===== Records supplied

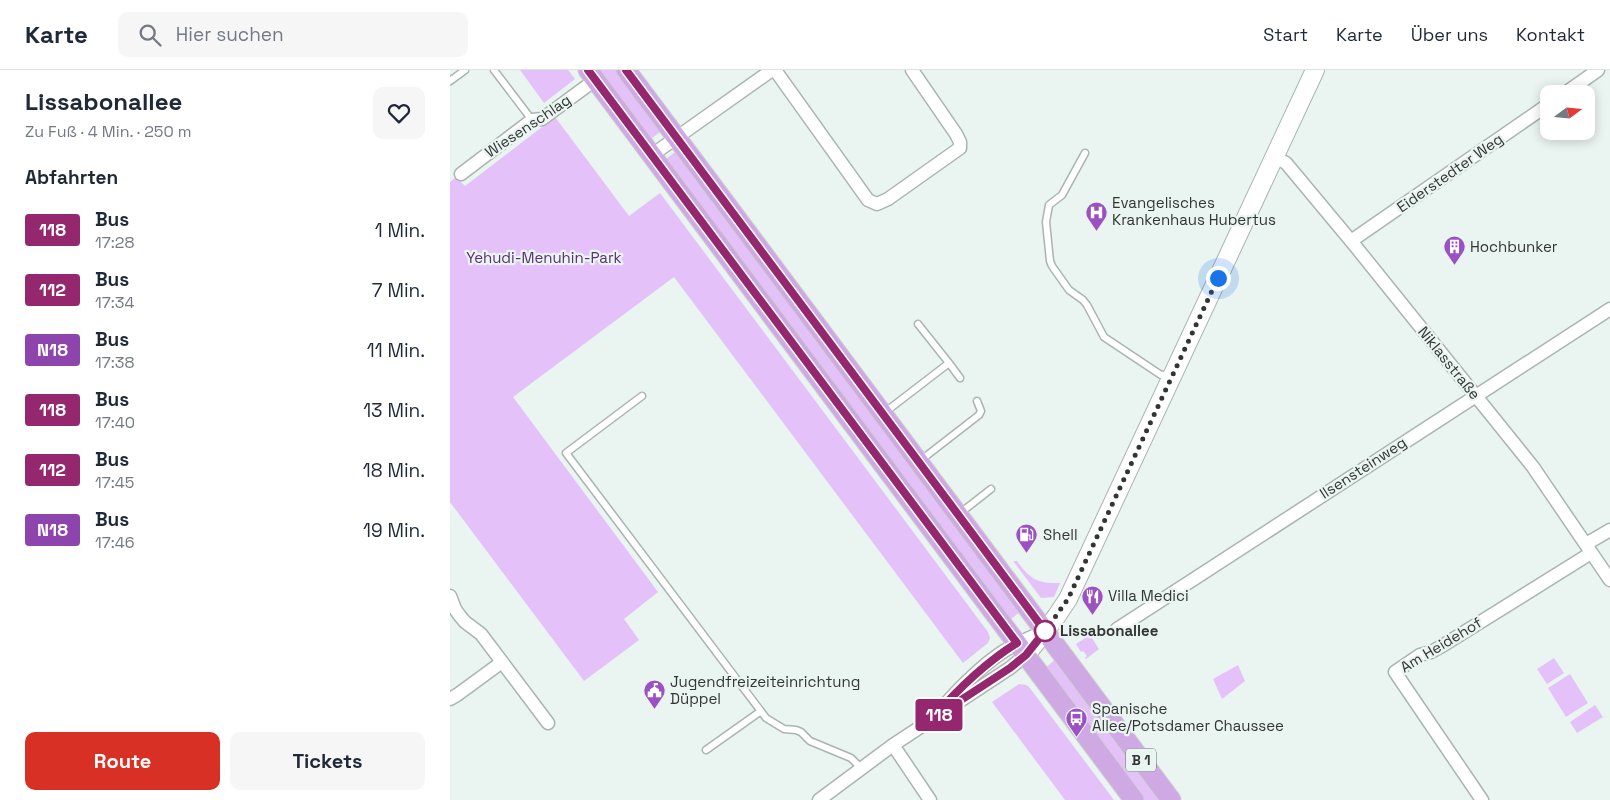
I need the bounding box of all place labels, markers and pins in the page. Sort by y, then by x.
place label: Evangelisches Krankenhaus Hubertus [1112,193,1276,229]
hospital icon: Evangelisches Krankenhaus Hubertus [1084,200,1108,231]
building icon: Hochbunker [1442,235,1466,266]
place label: Hochbunker [1470,237,1558,256]
fuel station icon: Shell [1015,523,1039,554]
place label: Shell [1043,525,1078,544]
restaurant icon: Villa Medici [1080,584,1104,615]
place label: Villa Medici [1108,586,1189,605]
marker: Lissabonallee [1034,620,1056,642]
place label: Lissabonallee [1060,621,1159,640]
place label: Jugendfreizeiteinrichtung Düppel [670,672,860,708]
public building icon: Jugendfreizeiteinrichtung Düppel [642,679,666,710]
place label: Spanische Allee/Potsdamer Chaussee [1092,699,1284,735]
bus stop icon: Spanische Allee/Potsdamer Chaussee [1064,706,1088,737]

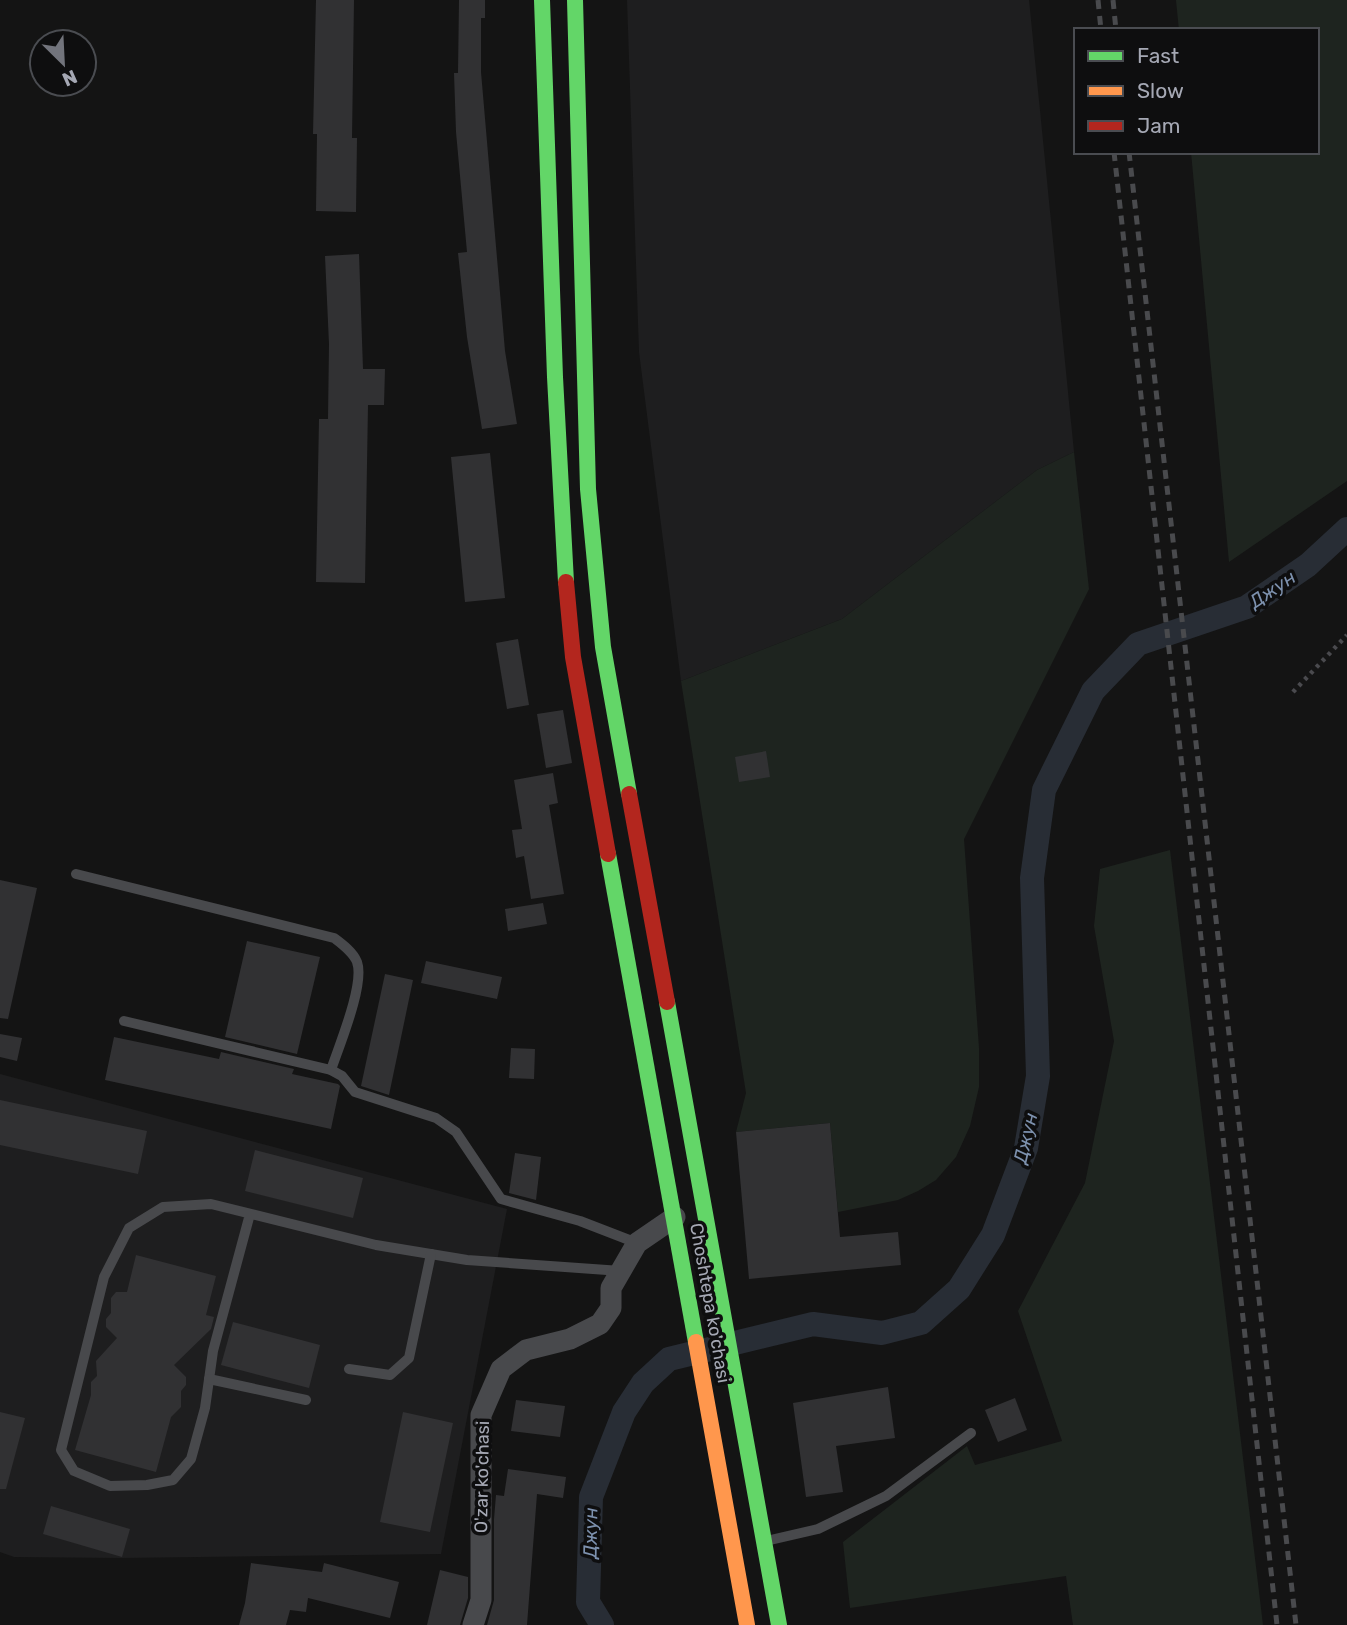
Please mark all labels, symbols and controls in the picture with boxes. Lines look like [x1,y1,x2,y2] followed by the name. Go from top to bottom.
[28,28,98,98] north arrow
[1074,28,1319,154] legend
[1137,43,1179,68] text: Fast
[59,65,81,91] text: N
[1137,78,1184,103] text: Slow
[1137,113,1181,138] text: Jam
[1243,565,1300,614] water label: Джун
[1008,1110,1043,1167] water label: Джун
[685,1221,735,1385] street label: Choshtepa ko'chasi
[470,1421,494,1533] street label: O'zar ko'chasi
[579,1507,602,1561] water label: Джун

==========

• Exercise instructions
The data must come back word for word, with every picture removed.

• Answer space
I need the bounding box of all place labels, markers and pins in the page. Sort by y, then by x.
place label: Evangelisches Krankenhaus Hubertus [1112,193,1276,229]
hospital icon: Evangelisches Krankenhaus Hubertus [1084,200,1108,231]
building icon: Hochbunker [1442,235,1466,266]
place label: Hochbunker [1470,237,1558,256]
fuel station icon: Shell [1015,523,1039,554]
place label: Shell [1043,525,1078,544]
restaurant icon: Villa Medici [1080,584,1104,615]
place label: Villa Medici [1108,586,1189,605]
marker: Lissabonallee [1034,620,1056,642]
place label: Lissabonallee [1060,621,1159,640]
place label: Jugendfreizeiteinrichtung Düppel [670,672,860,708]
public building icon: Jugendfreizeiteinrichtung Düppel [642,679,666,710]
place label: Spanische Allee/Potsdamer Chaussee [1092,699,1284,735]
bus stop icon: Spanische Allee/Potsdamer Chaussee [1064,706,1088,737]

Please mark all labels, symbols and controls in the picture with boxes. Lines look like [x1,y1,x2,y2] followed by the name. Go from top to bottom.
[28,28,98,98] north arrow
[1074,28,1319,154] legend
[1137,43,1179,68] text: Fast
[59,65,81,91] text: N
[1137,78,1184,103] text: Slow
[1137,113,1181,138] text: Jam
[1243,565,1300,614] water label: Джун
[1008,1110,1043,1167] water label: Джун
[685,1221,735,1385] street label: Choshtepa ko'chasi
[470,1421,494,1533] street label: O'zar ko'chasi
[579,1507,602,1561] water label: Джун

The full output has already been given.